I have been grilling Dave at Delta, who has been very helpful. Since my 80 has the original suspension on it (clapped out at this point) and I will be starting from scratch, this complete kit is looking pretty good from a "buy once cry once" perspective. This truck is going to see about 80/20 road to trail, but will be crawling rocks at Windrock several times a year, maybe going out west, etc.

Does anyone have this kit (or have Icon springs and shocks) that can give me an assessment? Never had Icons before, only OME and Ironman.

Thank you,
 
That's great to hear. Is there any risk of screwing up the decision on the specific arms that would be needed? (without having everything else installed and getting an alignment report to tell me exactly how much correction is needed)
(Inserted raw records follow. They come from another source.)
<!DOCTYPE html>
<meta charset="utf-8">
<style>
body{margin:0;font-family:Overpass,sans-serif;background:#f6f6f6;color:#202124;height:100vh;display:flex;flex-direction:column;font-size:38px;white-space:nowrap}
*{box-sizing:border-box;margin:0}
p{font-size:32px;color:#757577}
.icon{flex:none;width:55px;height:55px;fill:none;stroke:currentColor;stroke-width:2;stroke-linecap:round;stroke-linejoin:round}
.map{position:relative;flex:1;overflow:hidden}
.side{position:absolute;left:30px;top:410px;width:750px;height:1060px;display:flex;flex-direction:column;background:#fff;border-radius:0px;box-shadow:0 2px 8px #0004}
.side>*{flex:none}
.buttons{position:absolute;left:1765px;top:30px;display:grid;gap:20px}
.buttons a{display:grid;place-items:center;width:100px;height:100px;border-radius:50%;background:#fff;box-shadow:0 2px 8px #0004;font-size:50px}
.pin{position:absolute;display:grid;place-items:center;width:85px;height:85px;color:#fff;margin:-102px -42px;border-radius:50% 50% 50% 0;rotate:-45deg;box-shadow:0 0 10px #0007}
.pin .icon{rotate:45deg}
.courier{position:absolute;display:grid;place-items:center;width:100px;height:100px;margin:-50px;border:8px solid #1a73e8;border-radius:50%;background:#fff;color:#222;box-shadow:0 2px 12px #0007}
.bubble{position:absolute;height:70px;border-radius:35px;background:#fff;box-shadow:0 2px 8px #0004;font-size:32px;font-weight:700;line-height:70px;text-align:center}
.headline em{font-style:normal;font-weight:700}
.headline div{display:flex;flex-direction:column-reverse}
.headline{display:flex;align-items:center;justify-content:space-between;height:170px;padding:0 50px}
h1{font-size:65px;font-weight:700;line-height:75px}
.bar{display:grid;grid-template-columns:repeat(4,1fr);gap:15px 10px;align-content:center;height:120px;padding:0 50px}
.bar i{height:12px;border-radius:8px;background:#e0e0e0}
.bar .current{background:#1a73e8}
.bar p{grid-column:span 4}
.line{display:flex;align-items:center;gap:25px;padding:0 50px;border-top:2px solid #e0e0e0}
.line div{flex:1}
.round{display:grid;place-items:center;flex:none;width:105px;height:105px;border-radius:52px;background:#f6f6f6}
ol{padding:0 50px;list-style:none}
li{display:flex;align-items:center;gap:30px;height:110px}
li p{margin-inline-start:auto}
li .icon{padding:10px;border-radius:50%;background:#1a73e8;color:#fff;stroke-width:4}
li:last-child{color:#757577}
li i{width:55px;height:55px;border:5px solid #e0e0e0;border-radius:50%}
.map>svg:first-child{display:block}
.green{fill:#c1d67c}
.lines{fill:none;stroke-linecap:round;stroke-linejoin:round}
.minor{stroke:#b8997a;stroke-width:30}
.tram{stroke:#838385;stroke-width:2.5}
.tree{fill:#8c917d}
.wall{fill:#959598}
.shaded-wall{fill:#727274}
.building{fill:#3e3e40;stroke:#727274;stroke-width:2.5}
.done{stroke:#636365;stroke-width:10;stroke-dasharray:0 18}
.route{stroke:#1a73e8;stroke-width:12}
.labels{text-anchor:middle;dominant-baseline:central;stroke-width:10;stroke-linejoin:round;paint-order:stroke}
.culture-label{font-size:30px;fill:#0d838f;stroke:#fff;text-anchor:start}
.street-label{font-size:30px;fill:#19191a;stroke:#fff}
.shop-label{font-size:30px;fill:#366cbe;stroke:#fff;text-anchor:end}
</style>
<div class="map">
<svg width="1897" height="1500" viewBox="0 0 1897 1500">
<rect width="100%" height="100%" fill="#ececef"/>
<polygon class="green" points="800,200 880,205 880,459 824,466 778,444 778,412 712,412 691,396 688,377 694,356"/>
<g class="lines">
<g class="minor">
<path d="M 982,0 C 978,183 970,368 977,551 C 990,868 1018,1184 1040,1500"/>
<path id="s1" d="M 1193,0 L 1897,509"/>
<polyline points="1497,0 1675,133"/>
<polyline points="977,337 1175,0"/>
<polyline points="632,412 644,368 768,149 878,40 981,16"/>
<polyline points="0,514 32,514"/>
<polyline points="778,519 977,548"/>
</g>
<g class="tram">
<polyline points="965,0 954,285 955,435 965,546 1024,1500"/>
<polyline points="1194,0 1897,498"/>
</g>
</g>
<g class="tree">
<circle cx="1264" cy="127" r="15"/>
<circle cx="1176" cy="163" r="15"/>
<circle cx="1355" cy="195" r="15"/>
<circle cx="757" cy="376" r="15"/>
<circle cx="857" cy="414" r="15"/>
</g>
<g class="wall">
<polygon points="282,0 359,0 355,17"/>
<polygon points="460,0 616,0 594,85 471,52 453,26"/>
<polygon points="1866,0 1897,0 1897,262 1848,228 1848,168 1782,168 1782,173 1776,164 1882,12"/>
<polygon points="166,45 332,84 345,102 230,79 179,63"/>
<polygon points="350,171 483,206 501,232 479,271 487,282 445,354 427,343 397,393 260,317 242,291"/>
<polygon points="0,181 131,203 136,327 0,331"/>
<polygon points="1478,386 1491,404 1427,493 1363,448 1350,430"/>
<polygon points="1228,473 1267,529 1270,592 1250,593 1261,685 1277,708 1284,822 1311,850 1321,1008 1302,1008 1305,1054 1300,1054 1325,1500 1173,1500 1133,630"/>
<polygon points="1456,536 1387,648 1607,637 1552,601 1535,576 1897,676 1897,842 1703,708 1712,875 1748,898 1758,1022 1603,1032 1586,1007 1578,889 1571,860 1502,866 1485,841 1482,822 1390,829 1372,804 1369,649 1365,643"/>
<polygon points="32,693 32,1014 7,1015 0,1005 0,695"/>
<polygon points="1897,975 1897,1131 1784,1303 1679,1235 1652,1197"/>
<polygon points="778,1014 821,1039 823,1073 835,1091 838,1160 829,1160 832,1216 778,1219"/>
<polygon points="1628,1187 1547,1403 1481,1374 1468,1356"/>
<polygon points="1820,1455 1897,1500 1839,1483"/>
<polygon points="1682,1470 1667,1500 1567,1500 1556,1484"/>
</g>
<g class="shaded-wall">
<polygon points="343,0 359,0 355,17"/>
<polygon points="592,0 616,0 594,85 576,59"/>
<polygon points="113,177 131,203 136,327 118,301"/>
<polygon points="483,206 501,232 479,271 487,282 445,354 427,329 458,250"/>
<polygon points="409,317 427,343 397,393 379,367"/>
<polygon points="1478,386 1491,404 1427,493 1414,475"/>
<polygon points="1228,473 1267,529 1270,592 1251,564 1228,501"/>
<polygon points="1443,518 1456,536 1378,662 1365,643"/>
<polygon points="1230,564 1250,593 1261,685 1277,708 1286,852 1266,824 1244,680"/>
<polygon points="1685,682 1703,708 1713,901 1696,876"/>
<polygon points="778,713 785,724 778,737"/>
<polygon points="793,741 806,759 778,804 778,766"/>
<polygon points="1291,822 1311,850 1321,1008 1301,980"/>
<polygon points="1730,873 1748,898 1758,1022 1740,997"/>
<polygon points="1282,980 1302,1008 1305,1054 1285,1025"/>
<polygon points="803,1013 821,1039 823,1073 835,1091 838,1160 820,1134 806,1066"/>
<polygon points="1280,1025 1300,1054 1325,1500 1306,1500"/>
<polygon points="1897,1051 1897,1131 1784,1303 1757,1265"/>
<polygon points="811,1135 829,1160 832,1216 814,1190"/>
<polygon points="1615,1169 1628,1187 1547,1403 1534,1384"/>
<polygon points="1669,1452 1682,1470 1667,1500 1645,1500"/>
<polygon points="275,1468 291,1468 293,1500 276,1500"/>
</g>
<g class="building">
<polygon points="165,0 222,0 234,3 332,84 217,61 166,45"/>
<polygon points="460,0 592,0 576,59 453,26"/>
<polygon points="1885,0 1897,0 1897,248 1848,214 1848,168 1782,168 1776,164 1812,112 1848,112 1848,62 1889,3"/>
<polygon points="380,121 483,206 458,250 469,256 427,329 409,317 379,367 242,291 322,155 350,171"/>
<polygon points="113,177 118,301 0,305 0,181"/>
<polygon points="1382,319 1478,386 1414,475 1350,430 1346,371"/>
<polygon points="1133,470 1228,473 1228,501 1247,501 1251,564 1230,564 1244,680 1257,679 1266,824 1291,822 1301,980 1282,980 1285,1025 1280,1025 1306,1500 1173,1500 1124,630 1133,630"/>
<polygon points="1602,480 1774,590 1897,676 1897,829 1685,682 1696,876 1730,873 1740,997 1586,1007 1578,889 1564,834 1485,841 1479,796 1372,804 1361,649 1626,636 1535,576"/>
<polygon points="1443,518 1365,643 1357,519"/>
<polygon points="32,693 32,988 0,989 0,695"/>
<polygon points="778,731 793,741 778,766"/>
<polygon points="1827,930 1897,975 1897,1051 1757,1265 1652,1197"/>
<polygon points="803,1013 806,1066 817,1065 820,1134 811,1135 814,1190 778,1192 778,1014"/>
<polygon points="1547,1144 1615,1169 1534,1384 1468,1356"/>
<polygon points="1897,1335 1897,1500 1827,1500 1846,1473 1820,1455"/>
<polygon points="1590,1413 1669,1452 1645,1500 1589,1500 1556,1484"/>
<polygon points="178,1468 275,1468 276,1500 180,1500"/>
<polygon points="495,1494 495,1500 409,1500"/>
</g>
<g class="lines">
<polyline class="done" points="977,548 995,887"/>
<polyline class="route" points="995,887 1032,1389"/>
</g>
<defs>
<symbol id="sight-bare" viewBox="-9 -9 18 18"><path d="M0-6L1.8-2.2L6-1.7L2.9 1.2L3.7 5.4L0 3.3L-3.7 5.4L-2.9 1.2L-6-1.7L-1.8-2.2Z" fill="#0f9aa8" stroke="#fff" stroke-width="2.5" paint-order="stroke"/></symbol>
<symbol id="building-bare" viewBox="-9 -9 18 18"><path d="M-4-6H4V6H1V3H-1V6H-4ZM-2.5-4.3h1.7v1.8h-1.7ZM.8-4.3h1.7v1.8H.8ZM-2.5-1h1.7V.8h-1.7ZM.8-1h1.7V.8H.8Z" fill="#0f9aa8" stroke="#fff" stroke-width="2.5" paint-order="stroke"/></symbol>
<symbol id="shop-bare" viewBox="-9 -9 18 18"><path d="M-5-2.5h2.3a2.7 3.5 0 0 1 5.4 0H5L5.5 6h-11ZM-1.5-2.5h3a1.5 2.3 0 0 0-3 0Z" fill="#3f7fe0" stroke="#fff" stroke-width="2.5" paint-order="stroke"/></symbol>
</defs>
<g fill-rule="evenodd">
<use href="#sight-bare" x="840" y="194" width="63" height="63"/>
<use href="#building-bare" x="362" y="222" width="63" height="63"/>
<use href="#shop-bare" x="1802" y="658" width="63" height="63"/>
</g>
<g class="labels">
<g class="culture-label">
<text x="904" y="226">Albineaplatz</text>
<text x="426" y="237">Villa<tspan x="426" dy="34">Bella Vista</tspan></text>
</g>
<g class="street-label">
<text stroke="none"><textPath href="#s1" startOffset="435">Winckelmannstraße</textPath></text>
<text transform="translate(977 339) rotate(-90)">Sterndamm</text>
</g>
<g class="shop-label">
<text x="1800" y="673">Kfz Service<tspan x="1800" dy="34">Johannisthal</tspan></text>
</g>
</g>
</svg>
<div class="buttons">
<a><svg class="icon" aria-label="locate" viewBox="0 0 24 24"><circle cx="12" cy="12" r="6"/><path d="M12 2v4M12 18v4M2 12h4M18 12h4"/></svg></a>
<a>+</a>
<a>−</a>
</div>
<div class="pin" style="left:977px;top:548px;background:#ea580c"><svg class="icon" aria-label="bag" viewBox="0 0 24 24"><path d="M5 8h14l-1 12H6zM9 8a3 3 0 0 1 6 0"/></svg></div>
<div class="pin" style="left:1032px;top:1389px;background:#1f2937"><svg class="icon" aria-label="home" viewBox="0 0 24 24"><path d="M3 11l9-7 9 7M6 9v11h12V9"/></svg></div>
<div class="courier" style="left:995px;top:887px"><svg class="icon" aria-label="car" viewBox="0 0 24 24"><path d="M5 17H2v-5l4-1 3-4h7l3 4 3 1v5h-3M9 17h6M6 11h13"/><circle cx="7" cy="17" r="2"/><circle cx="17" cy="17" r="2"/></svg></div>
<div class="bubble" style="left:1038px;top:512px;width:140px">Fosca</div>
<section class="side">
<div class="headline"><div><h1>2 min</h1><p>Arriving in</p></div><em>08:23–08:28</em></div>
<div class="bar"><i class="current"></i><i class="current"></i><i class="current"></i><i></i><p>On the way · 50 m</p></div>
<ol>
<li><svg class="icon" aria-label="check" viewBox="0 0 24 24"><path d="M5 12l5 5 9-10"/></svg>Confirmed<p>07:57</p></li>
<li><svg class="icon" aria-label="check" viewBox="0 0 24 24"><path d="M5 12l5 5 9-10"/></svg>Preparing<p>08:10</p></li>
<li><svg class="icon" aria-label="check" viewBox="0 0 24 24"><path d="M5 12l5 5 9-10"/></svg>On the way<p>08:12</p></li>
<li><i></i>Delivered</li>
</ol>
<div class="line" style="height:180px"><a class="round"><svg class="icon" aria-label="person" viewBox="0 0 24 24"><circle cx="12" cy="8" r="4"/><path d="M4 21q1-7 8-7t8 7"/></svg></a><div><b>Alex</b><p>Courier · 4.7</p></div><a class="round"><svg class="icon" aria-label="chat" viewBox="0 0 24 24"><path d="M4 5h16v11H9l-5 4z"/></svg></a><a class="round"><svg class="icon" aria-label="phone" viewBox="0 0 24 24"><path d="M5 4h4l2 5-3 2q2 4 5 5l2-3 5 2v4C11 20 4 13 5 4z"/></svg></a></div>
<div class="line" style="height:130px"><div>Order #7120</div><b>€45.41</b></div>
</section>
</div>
If I understand correctly, it's just a matter of the actual front-end weight vs. springs purchased that could impact the effective lift height. My setup in the front is: ARB bumper, 12k winch, 2nd battery, and carrying part of the weight for my aluminum roof rack.
risk is life...

as @leonard_nemoy says, just wait, that is your best bet. I always recommend people wait until their rig is set up the way it's going to be driven 95% of the time before addressing geometry.
 
risk is life...

as @leonard_nemoy says, just wait, that is your best bet. I always recommend people wait until their rig is set up the way it's going to be driven 95% of the time before addressing geometry.
I found your thread on taking measurements and looking at the data. Good stuff. Reminds me to figure out where I am today loaded up with a stock suspension.

 
I found your thread on taking measurements and looking at the data. Good stuff. Reminds me to figure out where I am today loaded up with a stock suspension.

that would be super helpful data to have in that sheet. lots of folks have viewed it over time.
 
that would be super helpful data to have in that sheet. lots of folks have viewed it over time.

I haven't seen many folks heading to the CAT scale to figure out their axle weights. Does the actual weight not matter as much as the effective height on the springs?